# Found old RCA barn ----



## Chris (Sep 15, 2003)

Well, I located a couple old RCA loft barns and I decided to contact the owners (as the barns are going unused) to see if they are interested in selling the barns. Is this a good tactic and how much would a fair offer be for a decent but definately well aged 36'x36' or 36'x48' barn? I didn't want to get down to the boardfeet and all of that. I guess I just need to wait and see what the response is going to be without acting too interested in the old buildings.
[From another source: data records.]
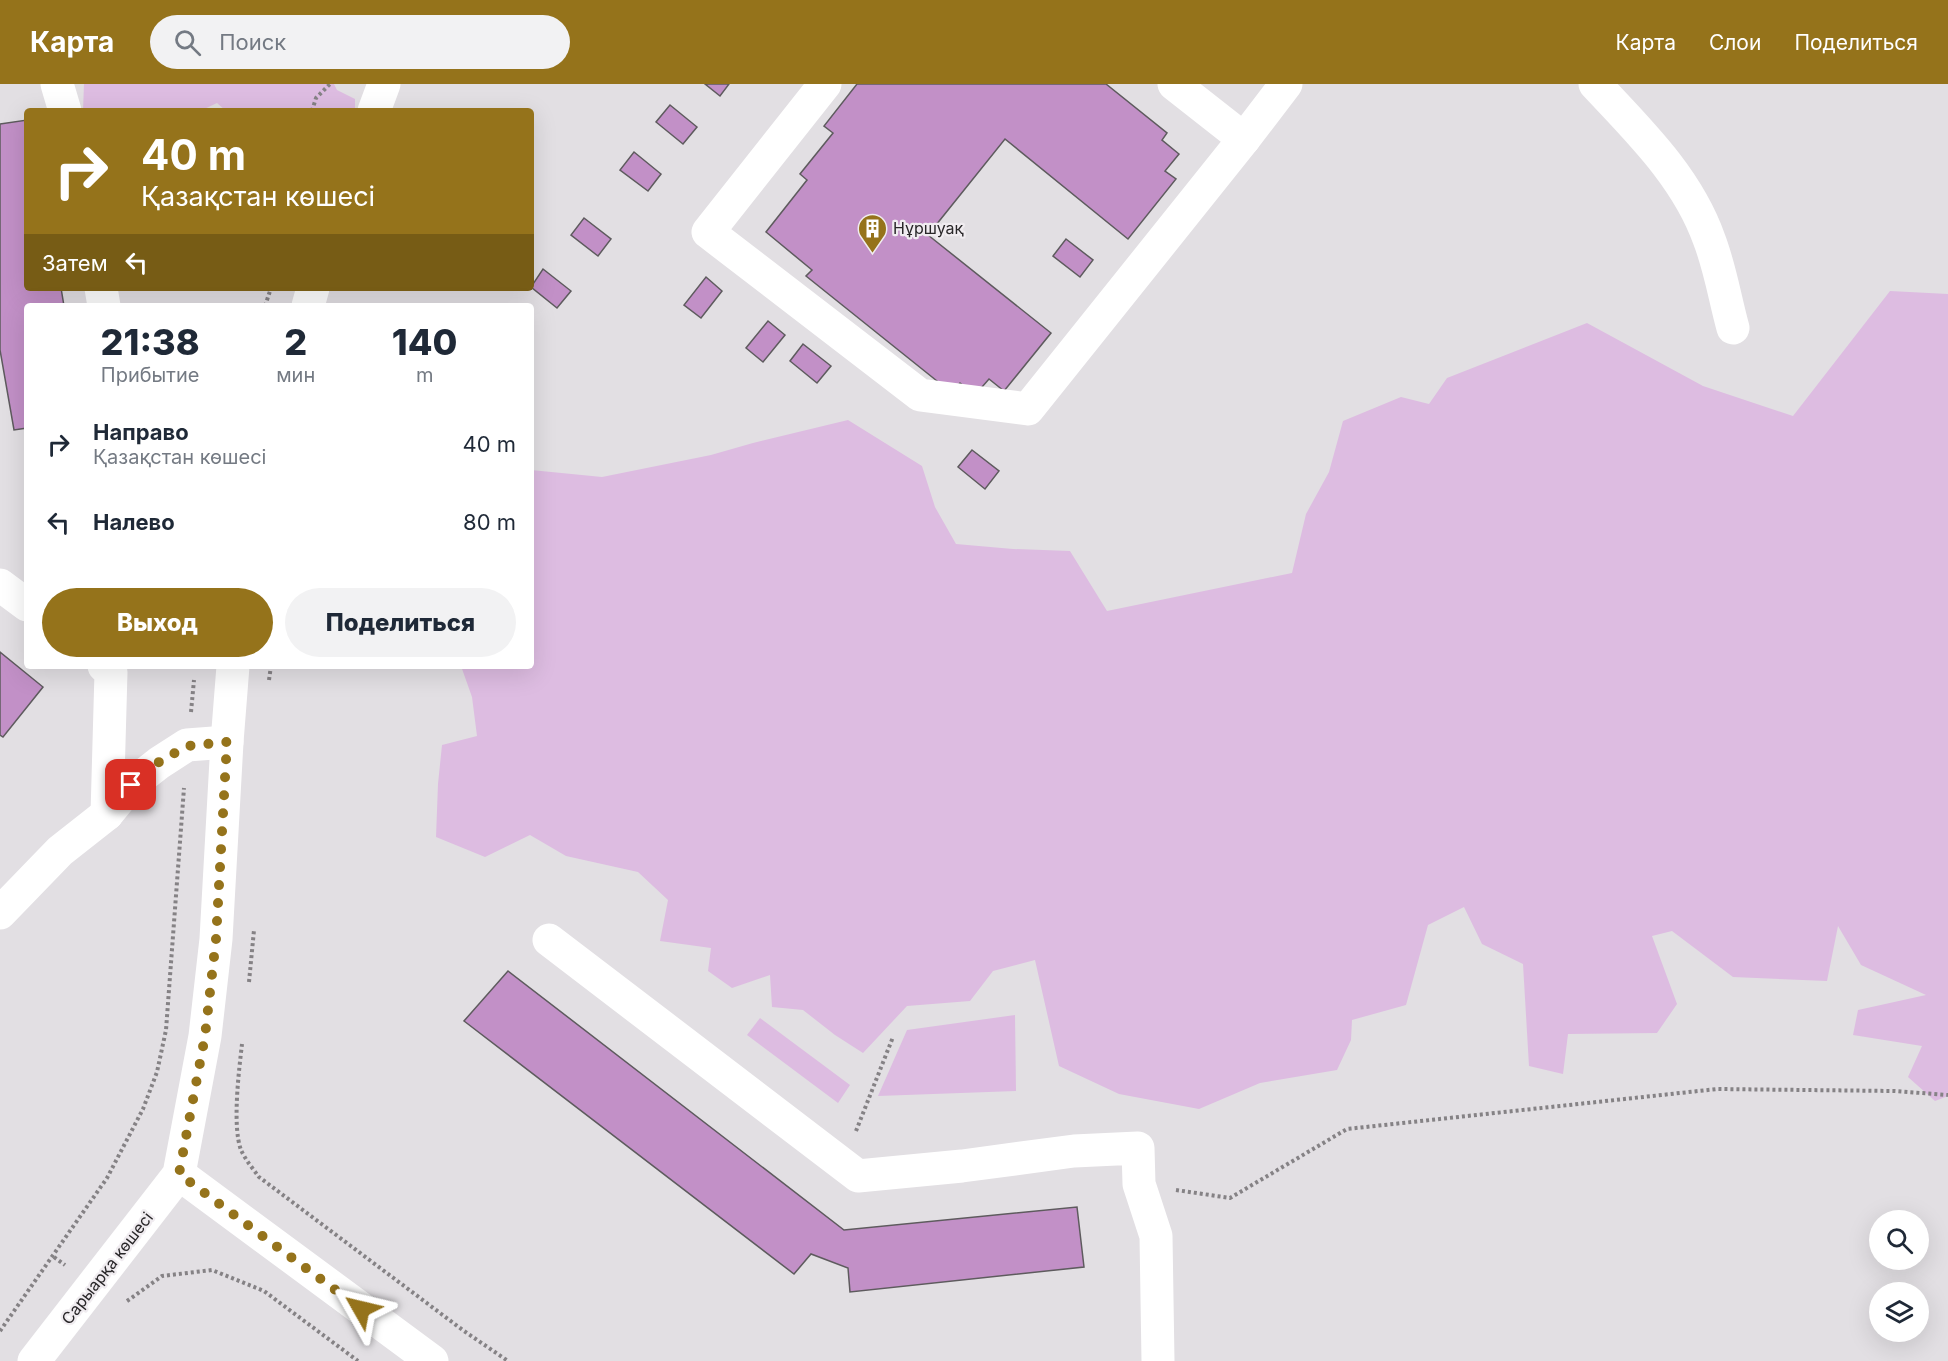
<!DOCTYPE html>
<html lang="ru">
<meta charset="utf-8">
<style>
:root{--surface:#fff;--page:#f2f2f3;--text:#1f2937;--muted:#747a83;--accent:#95731b}
body{margin:0;font-family:Inter,sans-serif;background:var(--page);color:var(--text);height:100vh;display:flex;flex-direction:column;font-size:22px;white-space:nowrap}
*{box-sizing:border-box;margin:0}
p{font-size:20px;color:var(--muted)}
.icon{flex:none;width:33px;height:33px;fill:none;stroke:currentColor;stroke-width:2;stroke-linecap:round;stroke-linejoin:round}
.map{position:relative;flex:1;overflow:hidden}
.drawer{position:absolute;left:24px;top:219px;width:510px;height:366px;display:flex;flex-direction:column;background:var(--surface);border-radius:6px;box-shadow:0 6px 24px #0002}
.drawer>*{flex:none}
.top-card{position:absolute;left:24px;top:24px;width:510px;height:183px;border-radius:6px;box-shadow:0 6px 24px #0002;background:#95731b;color:#fff;overflow:hidden}
.controls{position:absolute;left:1869px;top:1126px;display:grid;gap:12px}
.controls a{display:grid;place-items:center;width:60px;height:60px;border-radius:50%;background:var(--surface);box-shadow:0 6px 24px #0002;font-size:30px}
.pin{position:absolute;display:grid;place-items:center;width:51px;height:51px;color:#fff;margin:-26px;border-radius:12px;box-shadow:0 3px 9px #0006}
.me{position:absolute;width:66px;margin:-33px;rotate:307deg;stroke-linejoin:round;filter:drop-shadow(0 0 4px #0008)}
.turn{display:flex;align-items:center;gap:21px;height:126px;padding:0 18px;font-size:27px}
.turn .icon{width:78px;height:78px;stroke-width:2.5}
.turn b{display:block;font-size:42px;line-height:51px}
.then{display:flex;align-items:center;height:57px;padding:0 18px;background:#0003;gap:12px;font-size:22px}
.eta{display:flex;justify-content:space-evenly;align-items:center;height:102px;text-align:center}
.eta b{font-size:36px;font-weight:800;line-height:42px}
.primary-button{display:flex;gap:12px;margin-top:auto;padding:12px 18px}
.primary-button a{flex:1;height:69px;border-radius:36px;background:var(--accent);color:#fff;font-size:24px;font-weight:800;line-height:69px;text-align:center}
.primary-button a+a{background:var(--page);color:var(--text)}
ul{padding:0;list-style:none}
li{display:flex;align-items:center;gap:18px;height:78px;padding:0 18px}
li div{flex:1}
li b{display:block;font-size:22px}
li em{font-style:normal}
header{display:flex;align-items:center;gap:36px;box-sizing:border-box;height:84px;padding:0 30px;background:var(--accent);color:#fff}
header strong{font-size:28px}
nav{display:flex;gap:33px;margin-inline-start:auto;font-size:21px}
.search{width:420px;height:54px;background:var(--page);display:flex;align-items:center;gap:15px;box-sizing:border-box;padding:0 21px;border-radius:33px;color:var(--muted);font-size:22px}
.map>svg:first-child{display:block}
.green{fill:#ddbce1}
.building{fill:#c290c7;stroke:#5e5b5e;stroke-width:1.5}
.lines{fill:none;stroke-linecap:round;stroke-linejoin:round}
.path{stroke:#858285;stroke-width:4;stroke-dasharray:3 3;stroke-linecap:butt}
.minor{stroke:#fff;stroke-width:33}
.route{stroke:#95731b;stroke-width:10;stroke-dasharray:0 18}
.labels{text-anchor:middle;dominant-baseline:central;stroke-width:4.5;stroke-linejoin:round;paint-order:stroke}
.poi-label{font-size:16px;fill:#292729;stroke:#f0ecf0;text-anchor:start}
.street-label{font-size:16px;fill:#292729;stroke:#f0ecf0}
</style>
<header>
<strong>Карта</strong>
<div class="search"><svg class="icon" aria-label="search" viewBox="0 0 24 24"><circle cx="10" cy="10" r="6"/><path d="M15 15l6 6"/></svg>Поиск</div>
<nav><a>Карта</a><a>Слои</a><a>Поделиться</a></nav>
</header>
<div class="map">
<svg width="1948" height="1277" viewBox="0 0 1948 1277">
<rect width="100%" height="100%" fill="#e2dfe3"/>
<g class="green">
<polygon points="84,0 334,0 337,6 355,15 355,24 352,27 226,27 217,19 200,27 83,27"/>
<polygon points="1890,207 1948,210 1948,1012 1935,1017 1908,993 1922,962 1853,951 1858,926 1926,911 1861,881 1838,842 1827,897 1733,893 1672,847 1652,852 1677,920 1657,949 1568,950 1563,990 1529,982 1523,880 1482,860 1464,823 1428,841 1406,921 1352,936 1351,956 1337,986 1260,999 1199,1025 1119,1010 1059,982 1035,876 993,887 970,917 907,922 863,969 835,951 803,926 772,923 770,891 732,904 708,887 711,864 660,857 668,816 638,788 566,772 530,751 485,773 436,753 438,700 442,661 477,652 472,613 461,582 531,582 531,386 602,393 711,371 753,359 848,336 922,382 935,423 956,460 1013,465 1070,467 1107,527 1292,489 1306,430 1329,388 1343,337 1401,313 1429,320 1447,294 1587,239 1703,302 1793,332"/>
<polygon points="1015,931 1016,1007 878,1012 907,946"/>
<polygon points="760,934 850,1001 838,1019 747,951"/>
</g>
<g class="building">
<polygon points="705,0 729,0 720,12"/>
<polygon points="857,0 1106,0 1167,49 1162,56 1179,70 1165,87 1176,95 1128,155 1005,55 928,151 1051,249 1004,307 989,295 975,311 960,299 952,309 806,192 812,186 766,148 807,96 800,90 833,49 824,42"/>
<polygon points="670,21 697,43 683,60 656,38"/>
<polygon points="27,36 27,204 61,204 64,222 27,222 27,344 14,346 0,266 0,40"/>
<polygon points="634,68 661,90 648,107 620,86"/>
<polygon points="584,134 611,155 598,172 571,151"/>
<polygon points="1066,155 1093,176 1080,193 1053,172"/>
<polygon points="543,185 571,207 557,224 531,203"/>
<polygon points="706,193 722,207 701,234 684,221"/>
<polygon points="768,237 785,251 763,278 746,264"/>
<polygon points="803,260 831,282 817,299 790,277"/>
<polygon points="972,366 999,387 985,405 958,383"/>
<polygon points="0,568 43,603 3,653 0,651"/>
<polygon points="508,887 844,1146 1077,1123 1084,1183 850,1208 848,1184 811,1170 794,1190 464,937"/>
</g>
<g class="lines">
<g class="path">
<polyline points="312,27 316,14 330,0"/>
<polyline points="265,222 271,204"/>
<polyline points="269,596 271,582"/>
<polyline points="191,628 194,596"/>
<polyline points="249,898 254,846"/>
<path d="M242,960C239,986 232,1042 241,1066C245,1075 253,1085 259,1093L464,1247L508,1277"/>
<polyline points="856,1047 893,953"/>
<polyline points="1176,1106 1230,1114 1347,1045 1717,1005 1894,1007 1948,1011"/>
<polyline points="54,1173 65,1181"/>
<polyline points="127,1217 162,1192 212,1186 264,1207 358,1277"/>
<polyline points="0,1247 107,1094 143,1025 157,988 166,946 184,704"/>
</g>
<g class="minor">
<polyline points="57,0 65,27"/>
<polyline points="825,0 708,148 920,311 1028,325 1244,55"/>
<polyline points="1174,0 1244,55 1286,0"/>
<path d="M1595,0C1638,46 1687,93 1709,155C1720,183 1725,215 1733,244"/>
<polyline points="374,27 384,0"/>
<polyline points="101,204 104,222"/>
<polyline points="308,222 313,204"/>
<polyline points="0,501 27,521"/>
<polyline points="104,582 111,588 107,730"/>
<polyline points="0,829 60,767 107,730 131,701 159,679 187,661 227,658"/>
<polyline points="549,856 858,1092 962,1082 1074,1067 1138,1064 1139,1100 1156,1152 1158,1277"/>
<polyline points="179,1090 432,1277"/>
<polyline points="34,1277 179,1090 205,952 216,855 227,658 233,582"/>
</g>
</g>
<g class="lines">
<polyline class="route" points="131,701 159,678 187,662 227,658 216,855 205,952 179,1090 361,1225"/>
</g>
<defs>
<symbol id="building-pin" viewBox="-11 -11 22 30"><path d="M0 17L-7.5 6A9.5 9.5 0 1 1 7.5 6Z" fill="#95731b" stroke="#f0ecf0"/><path d="M-4-6H4V6H1V3H-1V6H-4ZM-2.5-4.3h1.7v1.8h-1.7ZM.8-4.3h1.7v1.8H.8ZM-2.5-1h1.7V.8h-1.7ZM.8-1h1.7V.8H.8Z" fill="#fff"/></symbol>
</defs>
<g fill-rule="evenodd">
<use href="#building-pin" x="856" y="128" width="33" height="45"/>
</g>
<g class="labels">
<g class="poi-label">
<text x="893" y="144">Нұршуақ</text>
</g>
<g class="street-label">
<text transform="translate(107 1184) rotate(-52)">Сарыарқа көшесі</text>
</g>
</g>
</svg>
<div class="controls">
<a><svg class="icon" aria-label="search" viewBox="0 0 24 24"><circle cx="10" cy="10" r="6"/><path d="M15 15l6 6"/></svg></a>
<a><svg class="icon" aria-label="layers" viewBox="0 0 24 24"><path d="M12 4l9 5-9 5-9-5zM3 14l9 5 9-5"/></svg></a>
</div>
<div class="pin" style="left:131px;top:701px;background:#d93025"><svg class="icon" aria-label="arrive" viewBox="0 0 24 24"><path d="M6 21V4h12l-3 4 3 4H6"/></svg></div>
<svg class="me" style="left:361px;top:1225px" viewBox="-20 -20 40 40"><path d="M0-17L14 15 0 8-14 15z" fill="#95731b" stroke="#fff" stroke-width="4"/></svg>
<div class="top-card">
<div class="turn"><svg class="icon" aria-label="right" viewBox="0 0 24 24"><path d="M7 20v-9h11M14 6l5 5-5 5"/></svg><div><b>40 m</b>Қазақстан көшесі</div></div>
<div class="then">Затем<svg class="icon" aria-label="left" viewBox="0 0 24 24"><path d="M17 20v-9H6M10 6l-5 5 5 5"/></svg></div>
</div>
<section class="drawer">
<div class="eta">
<div><b>21:38</b><p>Прибытие</p></div>
<div><b>2</b><p>мин</p></div>
<div><b>140</b><p>m</p></div>
</div>
<ul>
<li><svg class="icon" aria-label="right" viewBox="0 0 24 24"><path d="M7 20v-9h11M14 6l5 5-5 5"/></svg><div><b>Направо</b><p>Қазақстан көшесі</p></div><em>40 m</em></li>
<li><svg class="icon" aria-label="left" viewBox="0 0 24 24"><path d="M17 20v-9H6M10 6l-5 5 5 5"/></svg><div><b>Налево</b></div><em>80 m</em></li>
</ul>
<div class="primary-button"><a>Выход</a><a>Поделиться</a></div>
</section>
</div>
If it gets to removing wood, I am going to cut the nails out instead of trying to pry and damage the wood. (been there before) 

HAHAHA

:furious: 

Transport would be fairly easy as they are within 2 miles of my house now.


----------



## Argee (Sep 17, 2003)

It would have to be one hell of a deal....tearing it down and reconstructing it seems like a huge investment of time.


----------



## farmallmaniac (Feb 16, 2004)

whats RCA?
Ryan


----------



## Chris (Sep 15, 2003)

raised center aisle ----


----------



## slipshod (Sep 19, 2003)

*Andy*

Are the barns timber framed or stick framed?


----------



## Ingersoll444 (Sep 17, 2003)

> _Originally posted by admin _
> *raised center aisle ---- *


AHHHHHHHHHHHHHH.

I was going to ask that myself, never heard it before.


----------



## Argee (Sep 17, 2003)

Yeah....I was waiting for the dog and the Victrola:lmao:


----------



## Chris (Sep 15, 2003)

Isn't it in your living room, Argee? Go check.    

HAHAHAHA

Stick framed from what I can tell --- very well built though. Massive barns. I will try to take some pics and let you guys offer more opinions.


----------



## Argee (Sep 17, 2003)

> _Originally posted by admin _
> *Isn't it in your living room, Argee? Go check.
> 
> HAHAHAHA
> ...


I wish I had one in my living room...That would mean I collected things that had real value:money:


----------